La giunta vuole incontrare il tecnico che lo ha redatto per l’ex amministrazione Il consigliere D’Ambrosio difende associazioni e residenti su viale della Vittoria

ALBA ADRIATICA. Da una parte difende le associazioni e striglia il Partito Democratico, dall'altra sembra mettere in agenda proprio il piano traffico tanto voluto dal segretario del Pd Gabriele Viviani: così l'amministrazione comunale di Alba rompe il silenzio sulla viabilità, dopo settimane di raccolte firme sull'inversione di marcia di viale della Vittoria e aspre polemiche tra associazioni, movimenti politici, residenti e commercianti del centro città.

Il sindaco Tonia Piccioni ed i suoi, infatti, starebbero predisponendo un incontro con il tecnico che nel 2012 ha redatto invano il piano traffico per l'amministrazione Giovannelli e l'allora assessore Viviani.
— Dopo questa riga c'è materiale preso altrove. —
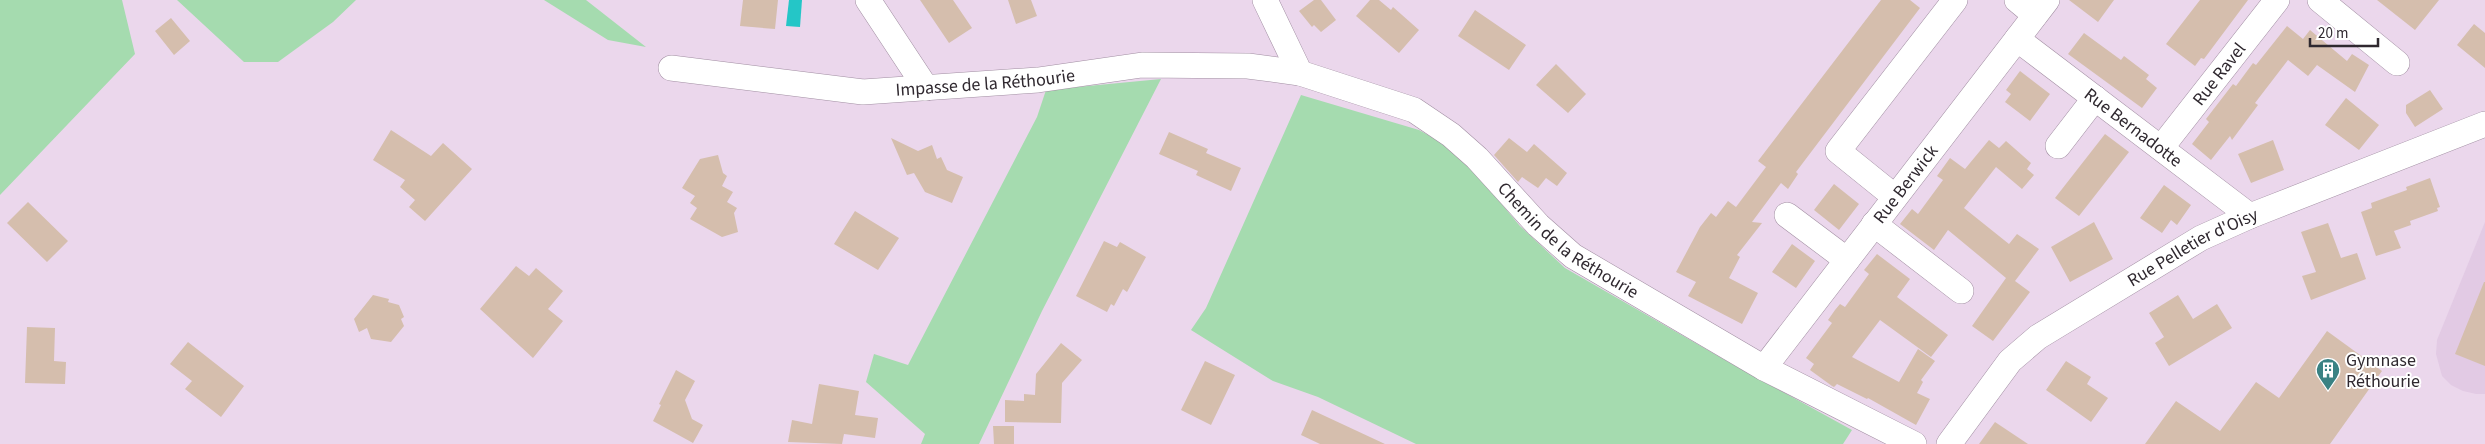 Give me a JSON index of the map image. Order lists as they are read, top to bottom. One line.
{"streets":{"street":["Rue Ravel","Impasse de la Réthourie","Rue Bernadotte","Rue Berwick","Chemin de la Réthourie","Rue Pelletier d'Oisy"]},"crossings":[["Rue Ravel","Rue Bernadotte"],["Impasse de la Réthourie","Chemin de la Réthourie"],["Rue Bernadotte","Rue Berwick"],["Rue Bernadotte","Rue Pelletier d'Oisy"],["Rue Berwick","Chemin de la Réthourie"]],"places":{"building":["Gymnase Réthourie"]},"scale_bar":"20 m"} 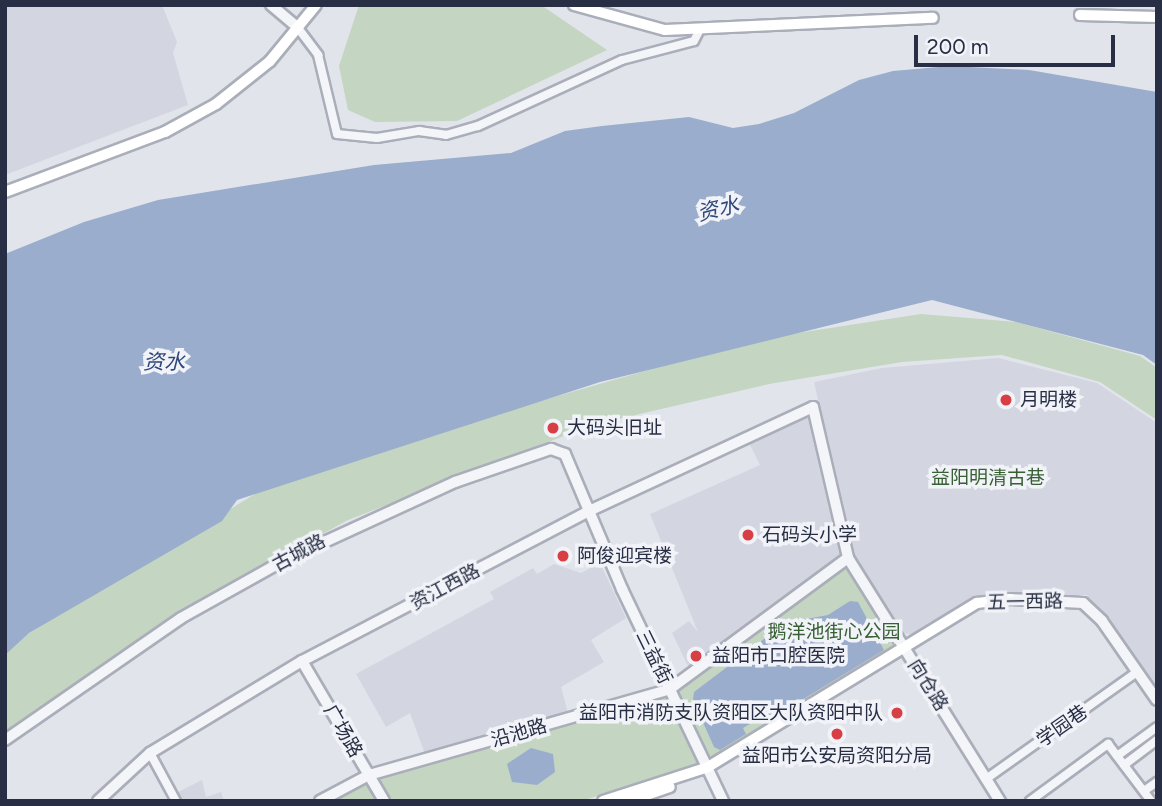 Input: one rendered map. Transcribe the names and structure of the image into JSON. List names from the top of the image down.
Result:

Da valutare con gli esperti anche i possibili riflessi economici dello strumento sulle attività commerciali, visto che rivoluziona gran parte della viabilità del centro cittadino. Prima di tutto questo, però, l'amministrazione comunale intende rivendicare il suo ruolo nel dibattito, ricordando che l'approvazione del piano traffico è una sua «esclusiva» e che questo «rappresenta lo strumento necessario allo sviluppo ordinato della cittadina, per cui le eventuali osservazioni dovranno essere esaminate nelle sedi opportune, con i tecnici incaricati». Queste le parole del consigliere di maggioranza delegato all'associazionismo Francesco D'Ambrosio a nome del suo gruppo consiliare Alba Futura, ma chiaramente anche in rappresentanza dell'amministrazione Piccioni. Il copione sembra simile a quello della decisione sull'organizzazione del carnevale estivo, che ha visto l'amministrazione prima tenersi ai margini del dibattito, per intervenire successivamente proprio con D'Ambrosio per mostrare la propria posizione. Se in quel caso non ci fu una difesa dell'associazione Albamici attaccata fortemente nel dibattito, però, in questo caso D'Ambrosio si schiera con forza al fianco delle quattro associazioni (Comitato Centro Storico, Ariia dei ristoratori, l'associazione Spiaggia D'Argento e l'associazione Rotonda Nilo) protagoniste del duro botta e risposta con il Partito Democratico e con Ettore Ciabattoni, noto residente di viale della Vittoria che ha raccolto 250 firme a sostegno dell'inversione di marcia e del piano traffico. Scrive D'Ambrosio: «Non è accettabile il tentativo di mortificare e di strumentalizzare, per miseri interessi di partito, l'impegno delle associazioni civiche fermamente schierate nella volontà di risollevare il centro storico. Le associazioni continuano a rappresentare una fondamentale risorsa del territorio e un interlocutore molto importante».